Tagelang hätte Heinrich bey einem für ihn ganz neuen Schauspiele verweilen mögen, wenn ihn nicht sein ungestümer Begleiter beständig zum Abmarsche ermahnte: nach langem Kampfe mit sich selbst riß er sich endlich los, doch mit dem festen Vorsatze, oft zurückzukehren.

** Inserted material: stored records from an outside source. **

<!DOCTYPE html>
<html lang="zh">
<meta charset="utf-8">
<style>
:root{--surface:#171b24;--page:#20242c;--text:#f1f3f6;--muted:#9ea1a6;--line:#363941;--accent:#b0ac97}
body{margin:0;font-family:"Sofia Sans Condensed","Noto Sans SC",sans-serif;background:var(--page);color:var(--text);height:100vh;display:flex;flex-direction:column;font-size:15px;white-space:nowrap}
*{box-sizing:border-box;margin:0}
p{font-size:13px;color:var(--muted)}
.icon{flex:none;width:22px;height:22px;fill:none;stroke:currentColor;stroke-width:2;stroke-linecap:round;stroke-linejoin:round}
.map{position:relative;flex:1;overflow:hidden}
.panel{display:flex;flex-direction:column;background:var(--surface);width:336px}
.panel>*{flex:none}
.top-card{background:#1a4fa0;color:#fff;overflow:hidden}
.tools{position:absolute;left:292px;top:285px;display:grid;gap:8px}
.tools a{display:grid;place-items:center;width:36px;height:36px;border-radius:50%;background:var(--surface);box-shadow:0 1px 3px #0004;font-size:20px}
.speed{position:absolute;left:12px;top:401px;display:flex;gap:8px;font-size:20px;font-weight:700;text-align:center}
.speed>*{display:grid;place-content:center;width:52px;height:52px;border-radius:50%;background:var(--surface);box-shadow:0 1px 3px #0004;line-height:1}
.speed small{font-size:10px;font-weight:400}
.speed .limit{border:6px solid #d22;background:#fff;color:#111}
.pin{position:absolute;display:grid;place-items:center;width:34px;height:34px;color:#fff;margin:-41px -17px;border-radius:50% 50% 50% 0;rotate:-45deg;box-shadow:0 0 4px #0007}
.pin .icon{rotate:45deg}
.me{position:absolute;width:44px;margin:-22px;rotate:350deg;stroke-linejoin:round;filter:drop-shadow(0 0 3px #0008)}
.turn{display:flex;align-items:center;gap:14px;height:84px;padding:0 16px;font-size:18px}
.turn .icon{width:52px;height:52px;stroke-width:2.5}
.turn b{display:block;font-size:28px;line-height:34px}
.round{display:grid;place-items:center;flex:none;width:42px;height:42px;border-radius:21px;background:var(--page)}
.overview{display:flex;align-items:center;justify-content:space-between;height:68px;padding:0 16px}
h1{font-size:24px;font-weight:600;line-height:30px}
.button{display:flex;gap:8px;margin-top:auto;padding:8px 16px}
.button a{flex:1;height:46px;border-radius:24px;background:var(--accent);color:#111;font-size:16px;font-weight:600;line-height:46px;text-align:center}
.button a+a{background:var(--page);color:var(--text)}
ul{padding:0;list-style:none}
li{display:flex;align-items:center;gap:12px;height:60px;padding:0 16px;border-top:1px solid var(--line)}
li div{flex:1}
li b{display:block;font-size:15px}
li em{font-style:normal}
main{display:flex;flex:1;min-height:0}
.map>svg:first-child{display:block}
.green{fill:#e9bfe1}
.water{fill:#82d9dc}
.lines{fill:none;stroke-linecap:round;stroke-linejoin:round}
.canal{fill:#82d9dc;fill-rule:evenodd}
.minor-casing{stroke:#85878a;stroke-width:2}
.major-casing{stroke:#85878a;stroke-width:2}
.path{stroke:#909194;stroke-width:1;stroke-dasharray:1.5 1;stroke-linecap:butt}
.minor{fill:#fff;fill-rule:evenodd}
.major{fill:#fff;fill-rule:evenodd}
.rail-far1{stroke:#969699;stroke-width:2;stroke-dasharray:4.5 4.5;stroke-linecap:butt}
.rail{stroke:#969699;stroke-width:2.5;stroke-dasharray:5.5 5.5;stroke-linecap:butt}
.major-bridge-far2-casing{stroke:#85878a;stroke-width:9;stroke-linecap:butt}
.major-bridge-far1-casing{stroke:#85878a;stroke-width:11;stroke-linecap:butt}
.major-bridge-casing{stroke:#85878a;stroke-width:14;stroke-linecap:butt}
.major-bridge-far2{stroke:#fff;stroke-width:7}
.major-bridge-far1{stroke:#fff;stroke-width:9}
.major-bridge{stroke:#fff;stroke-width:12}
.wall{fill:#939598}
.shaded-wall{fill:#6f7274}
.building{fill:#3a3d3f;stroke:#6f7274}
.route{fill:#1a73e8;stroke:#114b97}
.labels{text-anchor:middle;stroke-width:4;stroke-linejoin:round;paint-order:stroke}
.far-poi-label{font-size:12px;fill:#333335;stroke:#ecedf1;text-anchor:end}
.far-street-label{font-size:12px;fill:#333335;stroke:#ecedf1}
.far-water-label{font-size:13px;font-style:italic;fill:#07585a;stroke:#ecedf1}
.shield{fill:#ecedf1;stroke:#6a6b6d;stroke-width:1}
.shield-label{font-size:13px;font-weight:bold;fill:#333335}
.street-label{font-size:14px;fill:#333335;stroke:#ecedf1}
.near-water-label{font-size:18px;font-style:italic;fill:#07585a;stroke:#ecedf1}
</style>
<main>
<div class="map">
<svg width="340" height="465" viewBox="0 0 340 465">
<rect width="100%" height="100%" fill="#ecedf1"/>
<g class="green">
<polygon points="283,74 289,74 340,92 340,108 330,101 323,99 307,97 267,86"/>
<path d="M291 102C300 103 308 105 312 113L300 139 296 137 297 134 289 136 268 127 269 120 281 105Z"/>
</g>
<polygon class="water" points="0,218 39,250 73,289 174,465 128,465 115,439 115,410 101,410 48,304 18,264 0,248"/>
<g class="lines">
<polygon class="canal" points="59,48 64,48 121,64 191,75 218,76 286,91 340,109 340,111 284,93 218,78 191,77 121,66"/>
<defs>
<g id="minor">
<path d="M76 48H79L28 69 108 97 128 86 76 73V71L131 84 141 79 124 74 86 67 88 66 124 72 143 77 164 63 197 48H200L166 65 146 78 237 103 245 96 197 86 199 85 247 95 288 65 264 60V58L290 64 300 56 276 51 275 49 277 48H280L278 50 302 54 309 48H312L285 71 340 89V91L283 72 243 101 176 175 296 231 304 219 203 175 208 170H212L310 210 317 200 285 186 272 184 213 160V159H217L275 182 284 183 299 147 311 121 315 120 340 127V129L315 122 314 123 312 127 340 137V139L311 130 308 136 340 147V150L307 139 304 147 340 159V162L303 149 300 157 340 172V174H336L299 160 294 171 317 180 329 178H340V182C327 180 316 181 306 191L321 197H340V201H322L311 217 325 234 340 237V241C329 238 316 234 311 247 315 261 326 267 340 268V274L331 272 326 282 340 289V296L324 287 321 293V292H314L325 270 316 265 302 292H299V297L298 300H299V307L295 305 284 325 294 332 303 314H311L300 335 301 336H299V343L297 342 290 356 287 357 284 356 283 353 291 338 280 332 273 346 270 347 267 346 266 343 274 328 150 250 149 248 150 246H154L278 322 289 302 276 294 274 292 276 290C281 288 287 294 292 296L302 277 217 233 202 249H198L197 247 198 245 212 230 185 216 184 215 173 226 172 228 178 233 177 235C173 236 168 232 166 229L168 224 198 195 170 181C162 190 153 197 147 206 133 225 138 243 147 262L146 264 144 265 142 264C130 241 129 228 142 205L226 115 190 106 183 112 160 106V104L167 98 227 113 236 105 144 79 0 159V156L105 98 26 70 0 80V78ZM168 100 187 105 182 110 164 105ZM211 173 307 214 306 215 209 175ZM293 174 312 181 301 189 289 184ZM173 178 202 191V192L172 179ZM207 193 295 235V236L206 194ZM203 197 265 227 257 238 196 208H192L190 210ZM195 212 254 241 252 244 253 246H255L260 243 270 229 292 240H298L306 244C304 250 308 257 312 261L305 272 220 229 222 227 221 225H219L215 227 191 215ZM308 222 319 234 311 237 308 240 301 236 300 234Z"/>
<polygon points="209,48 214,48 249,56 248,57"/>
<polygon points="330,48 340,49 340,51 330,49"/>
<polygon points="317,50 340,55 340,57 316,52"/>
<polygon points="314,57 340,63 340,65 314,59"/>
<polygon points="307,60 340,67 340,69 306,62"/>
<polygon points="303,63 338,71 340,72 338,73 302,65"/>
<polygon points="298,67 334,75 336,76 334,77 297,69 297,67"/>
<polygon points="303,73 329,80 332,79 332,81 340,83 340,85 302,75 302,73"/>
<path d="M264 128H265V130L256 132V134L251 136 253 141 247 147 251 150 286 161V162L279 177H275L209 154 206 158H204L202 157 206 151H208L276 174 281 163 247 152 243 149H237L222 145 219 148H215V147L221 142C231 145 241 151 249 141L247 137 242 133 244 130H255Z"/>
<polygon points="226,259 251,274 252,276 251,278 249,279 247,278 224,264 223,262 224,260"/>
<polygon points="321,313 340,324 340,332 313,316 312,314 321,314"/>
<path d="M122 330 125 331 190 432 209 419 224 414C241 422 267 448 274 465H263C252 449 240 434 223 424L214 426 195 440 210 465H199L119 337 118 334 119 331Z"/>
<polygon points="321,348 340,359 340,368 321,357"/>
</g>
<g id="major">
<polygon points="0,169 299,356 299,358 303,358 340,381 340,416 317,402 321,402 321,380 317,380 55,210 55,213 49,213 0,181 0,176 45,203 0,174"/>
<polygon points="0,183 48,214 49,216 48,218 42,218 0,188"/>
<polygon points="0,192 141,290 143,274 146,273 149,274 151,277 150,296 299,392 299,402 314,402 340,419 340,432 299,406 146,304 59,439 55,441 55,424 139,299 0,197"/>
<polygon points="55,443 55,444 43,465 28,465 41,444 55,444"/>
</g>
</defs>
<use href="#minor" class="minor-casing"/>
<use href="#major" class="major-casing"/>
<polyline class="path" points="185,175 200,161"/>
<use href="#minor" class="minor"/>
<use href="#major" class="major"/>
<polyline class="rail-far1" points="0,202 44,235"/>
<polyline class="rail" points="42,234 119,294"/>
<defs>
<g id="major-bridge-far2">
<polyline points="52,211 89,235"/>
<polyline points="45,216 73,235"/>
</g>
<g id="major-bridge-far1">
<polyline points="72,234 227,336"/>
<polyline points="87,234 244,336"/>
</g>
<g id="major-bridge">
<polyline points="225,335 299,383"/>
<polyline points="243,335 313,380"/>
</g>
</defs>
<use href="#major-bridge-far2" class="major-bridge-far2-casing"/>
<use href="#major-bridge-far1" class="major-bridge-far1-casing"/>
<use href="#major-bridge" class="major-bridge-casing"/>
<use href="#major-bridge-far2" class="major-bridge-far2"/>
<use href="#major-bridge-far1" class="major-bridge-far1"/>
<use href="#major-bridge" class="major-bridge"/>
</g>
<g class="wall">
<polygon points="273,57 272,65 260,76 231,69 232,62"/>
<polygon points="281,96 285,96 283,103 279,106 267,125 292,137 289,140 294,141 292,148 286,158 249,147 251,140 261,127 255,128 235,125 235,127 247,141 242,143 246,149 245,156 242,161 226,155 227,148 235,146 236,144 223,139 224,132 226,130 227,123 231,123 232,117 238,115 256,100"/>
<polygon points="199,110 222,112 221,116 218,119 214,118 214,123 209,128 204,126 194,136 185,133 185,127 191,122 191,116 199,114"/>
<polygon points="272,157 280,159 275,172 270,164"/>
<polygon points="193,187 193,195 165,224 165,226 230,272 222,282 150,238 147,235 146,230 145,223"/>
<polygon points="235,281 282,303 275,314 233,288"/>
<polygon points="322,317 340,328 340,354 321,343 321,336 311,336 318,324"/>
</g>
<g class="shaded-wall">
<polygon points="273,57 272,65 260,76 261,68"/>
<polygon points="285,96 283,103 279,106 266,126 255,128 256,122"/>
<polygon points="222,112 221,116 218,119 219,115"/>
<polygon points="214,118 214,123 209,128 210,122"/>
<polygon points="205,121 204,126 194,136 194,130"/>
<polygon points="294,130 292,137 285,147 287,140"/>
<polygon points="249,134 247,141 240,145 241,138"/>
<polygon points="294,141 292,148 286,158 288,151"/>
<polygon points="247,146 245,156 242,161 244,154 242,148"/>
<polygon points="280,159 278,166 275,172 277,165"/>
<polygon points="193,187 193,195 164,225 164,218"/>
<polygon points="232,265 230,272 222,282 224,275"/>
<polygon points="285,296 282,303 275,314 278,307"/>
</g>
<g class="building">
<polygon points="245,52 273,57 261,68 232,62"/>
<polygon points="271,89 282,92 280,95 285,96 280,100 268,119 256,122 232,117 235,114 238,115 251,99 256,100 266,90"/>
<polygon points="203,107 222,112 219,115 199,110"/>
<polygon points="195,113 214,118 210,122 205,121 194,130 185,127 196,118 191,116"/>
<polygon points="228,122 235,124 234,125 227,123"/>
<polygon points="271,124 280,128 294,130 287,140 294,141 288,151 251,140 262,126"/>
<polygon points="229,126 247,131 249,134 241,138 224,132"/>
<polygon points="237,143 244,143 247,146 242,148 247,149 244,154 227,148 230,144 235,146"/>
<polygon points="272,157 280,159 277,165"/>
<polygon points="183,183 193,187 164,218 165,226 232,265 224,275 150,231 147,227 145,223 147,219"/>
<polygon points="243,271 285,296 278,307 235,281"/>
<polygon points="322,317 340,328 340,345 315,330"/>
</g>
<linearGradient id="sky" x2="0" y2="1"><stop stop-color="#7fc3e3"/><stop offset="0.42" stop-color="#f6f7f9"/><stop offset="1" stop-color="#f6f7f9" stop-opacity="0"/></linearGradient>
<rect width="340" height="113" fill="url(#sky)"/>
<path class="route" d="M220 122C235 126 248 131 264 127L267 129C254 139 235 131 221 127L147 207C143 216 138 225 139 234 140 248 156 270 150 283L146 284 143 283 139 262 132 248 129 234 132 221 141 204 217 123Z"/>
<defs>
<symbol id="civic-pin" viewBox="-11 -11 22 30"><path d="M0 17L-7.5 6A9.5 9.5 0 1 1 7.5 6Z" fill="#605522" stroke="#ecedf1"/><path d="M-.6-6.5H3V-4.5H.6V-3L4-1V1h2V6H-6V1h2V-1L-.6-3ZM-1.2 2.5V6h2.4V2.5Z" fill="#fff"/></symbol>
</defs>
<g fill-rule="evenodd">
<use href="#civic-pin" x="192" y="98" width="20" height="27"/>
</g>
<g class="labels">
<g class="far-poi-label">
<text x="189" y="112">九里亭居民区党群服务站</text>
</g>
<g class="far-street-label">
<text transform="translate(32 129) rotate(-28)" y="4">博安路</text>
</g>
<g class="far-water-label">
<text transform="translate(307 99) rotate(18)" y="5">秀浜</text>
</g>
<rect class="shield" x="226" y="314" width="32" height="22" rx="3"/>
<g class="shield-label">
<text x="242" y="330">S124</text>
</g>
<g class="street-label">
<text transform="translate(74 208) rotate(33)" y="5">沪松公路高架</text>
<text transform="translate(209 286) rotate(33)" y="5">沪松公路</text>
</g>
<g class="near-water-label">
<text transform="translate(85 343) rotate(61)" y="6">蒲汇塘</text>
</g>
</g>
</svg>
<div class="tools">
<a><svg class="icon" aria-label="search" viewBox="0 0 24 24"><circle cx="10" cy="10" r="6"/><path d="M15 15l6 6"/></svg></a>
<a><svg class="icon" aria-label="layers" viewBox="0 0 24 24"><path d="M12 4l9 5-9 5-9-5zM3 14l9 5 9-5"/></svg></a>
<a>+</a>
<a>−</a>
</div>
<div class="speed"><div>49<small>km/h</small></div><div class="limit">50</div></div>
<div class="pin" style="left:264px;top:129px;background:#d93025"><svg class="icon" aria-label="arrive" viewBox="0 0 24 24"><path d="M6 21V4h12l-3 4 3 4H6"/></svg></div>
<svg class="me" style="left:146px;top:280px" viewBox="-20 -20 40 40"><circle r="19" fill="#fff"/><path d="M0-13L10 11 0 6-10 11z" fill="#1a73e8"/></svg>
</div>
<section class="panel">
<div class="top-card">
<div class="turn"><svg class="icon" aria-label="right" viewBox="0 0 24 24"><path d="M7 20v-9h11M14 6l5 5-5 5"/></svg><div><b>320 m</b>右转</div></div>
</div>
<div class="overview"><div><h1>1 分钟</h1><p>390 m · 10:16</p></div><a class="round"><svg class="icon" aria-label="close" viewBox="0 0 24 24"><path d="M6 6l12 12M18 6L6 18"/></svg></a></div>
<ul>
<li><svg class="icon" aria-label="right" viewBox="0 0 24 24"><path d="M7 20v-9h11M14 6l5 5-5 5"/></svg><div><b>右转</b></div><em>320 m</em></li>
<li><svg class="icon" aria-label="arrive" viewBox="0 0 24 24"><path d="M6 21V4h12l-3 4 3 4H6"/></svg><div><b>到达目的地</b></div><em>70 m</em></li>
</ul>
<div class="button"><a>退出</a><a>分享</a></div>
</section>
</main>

Kaum näherte er sich der katholischen Kirche, als ihn von der Seite eine Knabenstimme anfiel. – »Mein junges schönes Herrchen,« tönte 37 ihm in das linke Ohr, »der liebe Gott hat sie gar zu schön gemacht, und er wird Sie noch schöner machen, wenn Sie einem armen Jungen auch etwas mittheilen.« – Der unerwartete Lobspruch riß seine Hand nach der Tasche hin: er gab dem Schmeichler ein Zweygroschenstück. Der Bube zeigte es triumphirend und hüpfend seinen Kameraden zwischen den emporgehaltnen Fingern; und kaum sahen sie es blinken, so schoß eine ganze Kuppel, wie wütend, auf den Wohlthäter los: gleich Hunden, die eine Beute erwischt haben, packten sie ihn fest, als wenn sie sich in seine ganze Person theilen wollten. Jeder bekam so viel als der Vorige, und nur einer, der die Schmeicheleyen der Andern mit einem »gnädiger Herr« überbot, erhielt doppelt so viel.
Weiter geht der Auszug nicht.